In golf, humans attack a tiny white ball with long
metal clubs and then walk or ride in pastures, acting
as if the attack had not occurred. A bit later, they
attack again. The ball flees from them, but it rarely
escapes. No one knows what the ball did to offend
the humans. In chess, humans move figurines around
a small board and never talk. They look like pouting
children. In bowling, people roll a large sphere
toward milk-bottles, which have been beautifully
arranged. The aim is destruction, apparently. In

soccer, people run around an enormous field arguing
about who should possess a single leather ball.
Clearly, more soccer-balls and less field constitute
one obvious solution to this prolonged frustration.
In hockey as in golf: small object, large clubs,
inexplicable anger. Ice, however, is added, and
men embrace frequently, although their attire
turns them into clumsy clowns.

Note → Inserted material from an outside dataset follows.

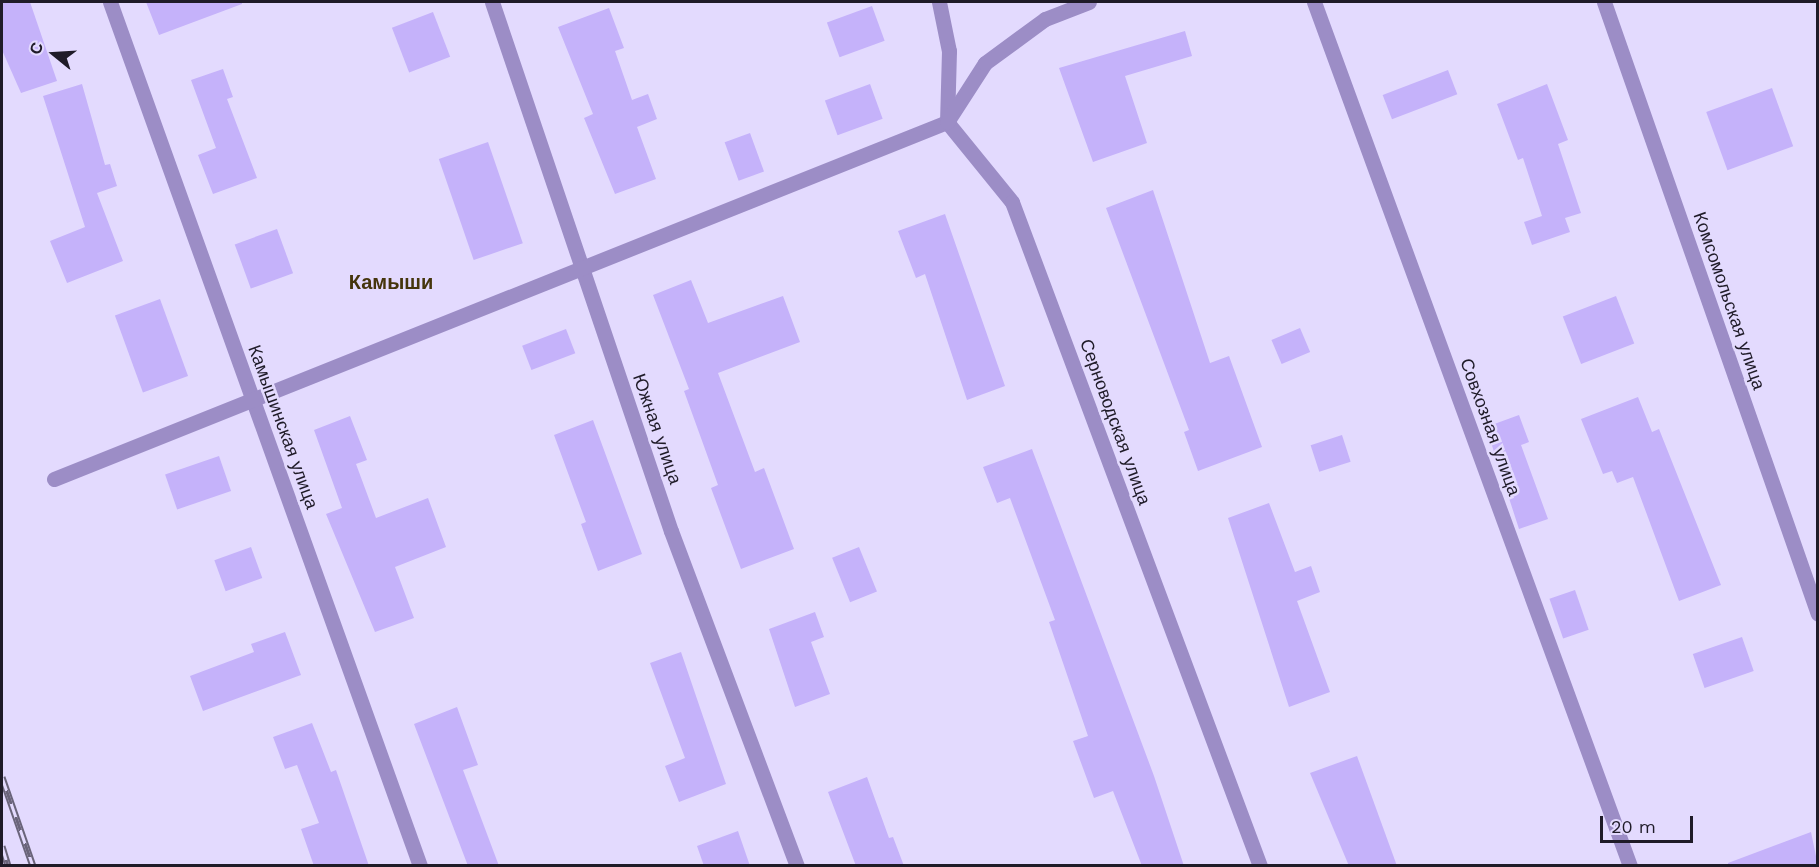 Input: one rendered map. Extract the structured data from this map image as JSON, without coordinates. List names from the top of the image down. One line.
{"streets":{"street":["Комсомольская улица","Серноводская улица","Камышинская улица","Совхозная улица","Южная улица"]},"districts":["Камыши"],"scale_bar":"20 m","north":"left"}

Now, baseball

is a game in which too much activity is considered
gauche. Standing, scratching, staring, murmuring,
yelling, signaling, spitting, waiting, eating seeds,
hiding in caves, and using tobacco are crucial to this
game and constant. There is a sense in which the
game is opposed to activity. Football, though,

is nothing less than felonious assault observed
and encouraged by thousands. Make no mistake:
in this game, men attack men. Skiing and luge
are gravity-assisted suicide. Ski-jumping is
a bad idea someone in a Nordic country once had.
It is inadvisable. Racing cars around an oval

track is loud and repetitive like the screams
of a demented man. In tennis, the net always
remains empty, and the lake around it has
dried up. Somehow, in spite of all these
absurd spectacles, we can be induced to care
who wins, after which we forget who won,
and we go back to work. The rules of these
games become our era's sacred texts.